The pandemic accelerated the uptake of e-commerce
While internet and mobile subscriptions continued to grow in Africa in recent years, e-commerce in general was slow to gain traction and was hobbled by various challenges, ranging from consumer preference for in-person shopping, slow delivery times, logistical issues and informal home addressing systems. But the various stay-at-home orders last year meant many consumers shifted to digital channels out of necessity with the closure of brick-and-mortar shops.
Just like the rest of the world, once the COVID-19 crisis hit Africa, countries around the region introduced various forms of lockdowns to mitigate the impact of the virus. As a result, the restrictive measures have led millions of people in Africa to depend on digital platforms for shopping, work, entertainment, education and healthcare. The 2020 gains in African e-commerce compared favorably to the increase in online retail sales as a share of total sales in more economically advanced regions and were higher than many other emerging markets. Within Africa, Nigeria, Niger, Rwanda and Mauritius led the gains, followed by Kenya and Democratic Republic of Congo.
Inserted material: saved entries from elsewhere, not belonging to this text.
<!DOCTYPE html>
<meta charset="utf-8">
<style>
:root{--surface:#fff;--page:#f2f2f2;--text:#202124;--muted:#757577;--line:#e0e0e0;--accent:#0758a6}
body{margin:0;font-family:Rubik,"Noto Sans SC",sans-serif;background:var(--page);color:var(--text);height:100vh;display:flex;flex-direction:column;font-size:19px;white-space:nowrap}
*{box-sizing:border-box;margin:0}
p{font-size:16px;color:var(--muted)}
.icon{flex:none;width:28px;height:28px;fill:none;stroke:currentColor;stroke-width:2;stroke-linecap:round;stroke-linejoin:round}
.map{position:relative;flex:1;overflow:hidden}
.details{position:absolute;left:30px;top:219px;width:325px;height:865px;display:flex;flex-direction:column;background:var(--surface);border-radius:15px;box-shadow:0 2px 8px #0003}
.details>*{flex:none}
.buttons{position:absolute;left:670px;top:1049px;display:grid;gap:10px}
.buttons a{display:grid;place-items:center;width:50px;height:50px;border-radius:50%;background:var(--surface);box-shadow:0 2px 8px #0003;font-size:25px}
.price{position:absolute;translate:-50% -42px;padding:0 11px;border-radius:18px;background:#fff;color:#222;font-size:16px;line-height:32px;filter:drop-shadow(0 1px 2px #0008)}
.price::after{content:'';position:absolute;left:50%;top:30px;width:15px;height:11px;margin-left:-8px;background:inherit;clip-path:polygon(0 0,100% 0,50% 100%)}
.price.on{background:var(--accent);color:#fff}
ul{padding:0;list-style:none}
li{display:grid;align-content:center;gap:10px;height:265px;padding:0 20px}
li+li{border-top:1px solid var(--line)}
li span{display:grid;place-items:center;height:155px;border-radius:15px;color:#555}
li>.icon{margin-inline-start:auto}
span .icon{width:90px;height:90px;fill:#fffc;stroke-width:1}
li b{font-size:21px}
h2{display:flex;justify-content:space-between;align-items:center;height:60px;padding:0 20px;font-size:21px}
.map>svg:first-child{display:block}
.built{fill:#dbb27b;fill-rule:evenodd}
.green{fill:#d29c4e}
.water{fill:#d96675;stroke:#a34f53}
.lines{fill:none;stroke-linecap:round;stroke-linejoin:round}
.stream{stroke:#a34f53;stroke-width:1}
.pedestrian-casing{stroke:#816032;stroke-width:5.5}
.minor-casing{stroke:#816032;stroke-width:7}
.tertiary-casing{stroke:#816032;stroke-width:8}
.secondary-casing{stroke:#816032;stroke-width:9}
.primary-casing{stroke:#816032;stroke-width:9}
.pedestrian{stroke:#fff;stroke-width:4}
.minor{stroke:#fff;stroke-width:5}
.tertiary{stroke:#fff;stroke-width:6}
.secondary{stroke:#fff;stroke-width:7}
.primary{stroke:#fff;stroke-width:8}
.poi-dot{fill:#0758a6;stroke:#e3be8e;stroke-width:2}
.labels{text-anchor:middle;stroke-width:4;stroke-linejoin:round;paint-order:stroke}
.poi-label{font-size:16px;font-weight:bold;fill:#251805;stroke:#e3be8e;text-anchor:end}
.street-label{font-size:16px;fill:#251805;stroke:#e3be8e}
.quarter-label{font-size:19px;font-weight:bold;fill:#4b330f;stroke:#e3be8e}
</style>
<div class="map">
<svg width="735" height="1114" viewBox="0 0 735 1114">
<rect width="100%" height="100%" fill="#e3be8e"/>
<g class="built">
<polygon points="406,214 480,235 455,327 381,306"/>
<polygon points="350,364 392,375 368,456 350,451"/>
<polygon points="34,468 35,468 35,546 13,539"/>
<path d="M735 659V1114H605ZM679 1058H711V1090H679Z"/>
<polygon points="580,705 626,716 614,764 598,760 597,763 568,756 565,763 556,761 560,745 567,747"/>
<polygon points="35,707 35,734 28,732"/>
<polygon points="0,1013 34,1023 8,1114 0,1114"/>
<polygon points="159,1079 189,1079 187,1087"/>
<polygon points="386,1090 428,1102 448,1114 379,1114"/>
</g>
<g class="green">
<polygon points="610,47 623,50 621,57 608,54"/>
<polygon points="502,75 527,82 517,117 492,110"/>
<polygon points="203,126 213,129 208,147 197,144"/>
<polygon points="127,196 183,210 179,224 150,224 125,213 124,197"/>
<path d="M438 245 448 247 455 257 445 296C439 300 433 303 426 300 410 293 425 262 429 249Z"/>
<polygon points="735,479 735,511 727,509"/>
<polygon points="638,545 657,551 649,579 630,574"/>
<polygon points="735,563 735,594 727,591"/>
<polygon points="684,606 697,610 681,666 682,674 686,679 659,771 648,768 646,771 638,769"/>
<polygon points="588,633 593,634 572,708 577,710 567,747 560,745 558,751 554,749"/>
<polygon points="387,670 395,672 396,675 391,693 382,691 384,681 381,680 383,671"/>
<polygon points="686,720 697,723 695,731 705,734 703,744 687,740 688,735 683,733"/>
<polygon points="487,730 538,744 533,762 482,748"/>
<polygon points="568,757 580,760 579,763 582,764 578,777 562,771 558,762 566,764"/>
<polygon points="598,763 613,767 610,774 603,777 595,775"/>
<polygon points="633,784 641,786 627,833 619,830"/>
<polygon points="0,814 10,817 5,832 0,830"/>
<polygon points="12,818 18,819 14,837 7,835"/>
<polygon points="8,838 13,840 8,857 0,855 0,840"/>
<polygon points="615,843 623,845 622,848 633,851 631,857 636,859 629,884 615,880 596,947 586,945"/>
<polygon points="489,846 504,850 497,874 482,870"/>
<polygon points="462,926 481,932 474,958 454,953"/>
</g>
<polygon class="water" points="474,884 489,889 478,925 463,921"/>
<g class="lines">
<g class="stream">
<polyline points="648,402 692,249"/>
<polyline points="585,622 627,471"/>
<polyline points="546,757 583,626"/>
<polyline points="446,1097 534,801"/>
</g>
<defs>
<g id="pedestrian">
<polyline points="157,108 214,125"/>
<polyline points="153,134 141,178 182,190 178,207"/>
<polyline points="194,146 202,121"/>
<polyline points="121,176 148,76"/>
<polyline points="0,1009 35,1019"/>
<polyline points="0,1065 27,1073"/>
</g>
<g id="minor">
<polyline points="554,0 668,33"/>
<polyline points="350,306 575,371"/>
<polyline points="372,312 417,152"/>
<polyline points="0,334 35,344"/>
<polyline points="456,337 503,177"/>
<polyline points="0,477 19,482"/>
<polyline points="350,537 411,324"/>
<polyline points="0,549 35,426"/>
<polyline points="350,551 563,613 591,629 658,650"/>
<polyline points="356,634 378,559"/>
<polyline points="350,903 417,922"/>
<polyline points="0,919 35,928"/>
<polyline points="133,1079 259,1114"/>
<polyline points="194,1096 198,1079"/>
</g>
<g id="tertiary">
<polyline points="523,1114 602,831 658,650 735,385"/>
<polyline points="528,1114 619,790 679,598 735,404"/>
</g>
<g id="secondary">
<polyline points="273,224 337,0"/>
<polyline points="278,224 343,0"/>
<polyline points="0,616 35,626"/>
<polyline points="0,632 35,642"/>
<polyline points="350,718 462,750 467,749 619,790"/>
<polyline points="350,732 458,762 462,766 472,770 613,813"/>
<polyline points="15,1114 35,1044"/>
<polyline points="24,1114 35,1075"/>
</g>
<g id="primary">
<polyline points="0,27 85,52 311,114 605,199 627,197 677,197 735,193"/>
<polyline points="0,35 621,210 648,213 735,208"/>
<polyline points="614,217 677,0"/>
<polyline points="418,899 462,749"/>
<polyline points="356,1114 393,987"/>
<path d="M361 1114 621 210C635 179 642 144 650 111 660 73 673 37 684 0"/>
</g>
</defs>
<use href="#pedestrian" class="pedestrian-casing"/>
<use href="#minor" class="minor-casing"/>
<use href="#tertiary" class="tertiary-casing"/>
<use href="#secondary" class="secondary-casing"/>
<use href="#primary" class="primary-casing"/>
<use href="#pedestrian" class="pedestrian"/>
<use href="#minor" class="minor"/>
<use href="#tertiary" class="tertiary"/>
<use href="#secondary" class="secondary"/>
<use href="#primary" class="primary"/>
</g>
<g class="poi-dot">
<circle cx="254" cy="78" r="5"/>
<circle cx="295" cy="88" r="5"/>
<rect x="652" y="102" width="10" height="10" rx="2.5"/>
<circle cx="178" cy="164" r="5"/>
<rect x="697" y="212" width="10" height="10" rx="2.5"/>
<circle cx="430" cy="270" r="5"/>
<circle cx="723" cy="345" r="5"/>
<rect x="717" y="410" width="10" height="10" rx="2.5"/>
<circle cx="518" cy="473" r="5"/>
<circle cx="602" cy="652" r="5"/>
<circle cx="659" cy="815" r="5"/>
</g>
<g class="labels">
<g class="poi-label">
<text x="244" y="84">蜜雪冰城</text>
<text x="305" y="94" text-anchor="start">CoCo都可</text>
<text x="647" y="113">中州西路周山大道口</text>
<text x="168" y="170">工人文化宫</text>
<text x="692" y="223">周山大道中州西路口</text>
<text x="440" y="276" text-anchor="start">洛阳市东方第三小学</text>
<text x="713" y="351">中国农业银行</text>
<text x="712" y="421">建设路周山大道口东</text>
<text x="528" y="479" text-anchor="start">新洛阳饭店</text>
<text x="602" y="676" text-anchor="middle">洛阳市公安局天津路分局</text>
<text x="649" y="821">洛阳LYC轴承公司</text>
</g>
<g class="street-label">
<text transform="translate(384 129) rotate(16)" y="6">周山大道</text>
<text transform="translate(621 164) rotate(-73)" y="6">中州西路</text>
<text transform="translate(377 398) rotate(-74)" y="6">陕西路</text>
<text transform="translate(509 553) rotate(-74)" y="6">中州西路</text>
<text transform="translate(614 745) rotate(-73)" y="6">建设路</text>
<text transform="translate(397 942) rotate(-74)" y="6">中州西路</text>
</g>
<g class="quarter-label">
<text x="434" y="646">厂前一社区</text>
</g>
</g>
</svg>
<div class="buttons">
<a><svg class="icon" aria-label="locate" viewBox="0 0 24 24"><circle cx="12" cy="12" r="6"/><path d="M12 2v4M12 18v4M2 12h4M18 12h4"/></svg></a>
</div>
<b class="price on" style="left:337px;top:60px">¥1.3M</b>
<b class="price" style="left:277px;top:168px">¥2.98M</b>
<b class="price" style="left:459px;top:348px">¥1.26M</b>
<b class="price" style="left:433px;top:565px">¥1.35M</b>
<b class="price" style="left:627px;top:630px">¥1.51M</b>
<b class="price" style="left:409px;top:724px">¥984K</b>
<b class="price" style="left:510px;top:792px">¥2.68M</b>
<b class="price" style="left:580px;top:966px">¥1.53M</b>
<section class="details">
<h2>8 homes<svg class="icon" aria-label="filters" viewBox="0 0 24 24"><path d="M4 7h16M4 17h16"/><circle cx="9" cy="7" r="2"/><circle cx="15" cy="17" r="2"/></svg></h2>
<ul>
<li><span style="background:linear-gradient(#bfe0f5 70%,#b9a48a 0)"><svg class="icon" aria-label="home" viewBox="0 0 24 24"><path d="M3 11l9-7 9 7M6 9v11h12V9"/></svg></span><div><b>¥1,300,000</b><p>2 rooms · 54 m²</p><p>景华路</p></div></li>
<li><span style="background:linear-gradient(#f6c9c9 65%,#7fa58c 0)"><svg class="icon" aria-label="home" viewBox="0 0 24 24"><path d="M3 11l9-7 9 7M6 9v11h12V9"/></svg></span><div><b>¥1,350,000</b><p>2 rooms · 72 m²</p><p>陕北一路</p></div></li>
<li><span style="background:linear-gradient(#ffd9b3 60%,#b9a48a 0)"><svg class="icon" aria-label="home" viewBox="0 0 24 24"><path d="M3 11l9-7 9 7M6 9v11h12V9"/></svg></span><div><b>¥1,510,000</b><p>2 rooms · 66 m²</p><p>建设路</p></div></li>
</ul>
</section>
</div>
That Africa has been able to pivot so successfully to greater use of the online sales channel is all the more remarkable given the fragmentation and informality of its retail sector. With the exception of South Africa, the majority of commerce in Africa occurs in informal markets, accounting for 85.8 percent of total employment, according to the International Labor Organization.4 Pre-pandemic, business-to-consumer (B2C) e-commerce platforms reach did not extend much further than urban middle- and upper-class consumers.
The secret to Africa’s pivot to greater e-commerce sales was the faster growth in business-to-business (B2B) sales, which layers online sales onto of the existing network of informal retailers rather than supplanting them. SSA’s B2B e-commerce platforms thrived because they overcame issues of consumer trust and logistics by working with and tapping into the informal markets, rather than working around these sales channels. This allowed the B2B platforms to provide goods beyond urban areas and well into remote regions. The majority of SSA consumers purchased from the informal shops and over time have built a trusted relationship with them. That is why some informal shops provide loan services to their loyal customers. Informal retailers order goods through their mobile phones. These informal shops who know their customers very well continue to act as the middle-man between consumers and the B2B e-commerce companies.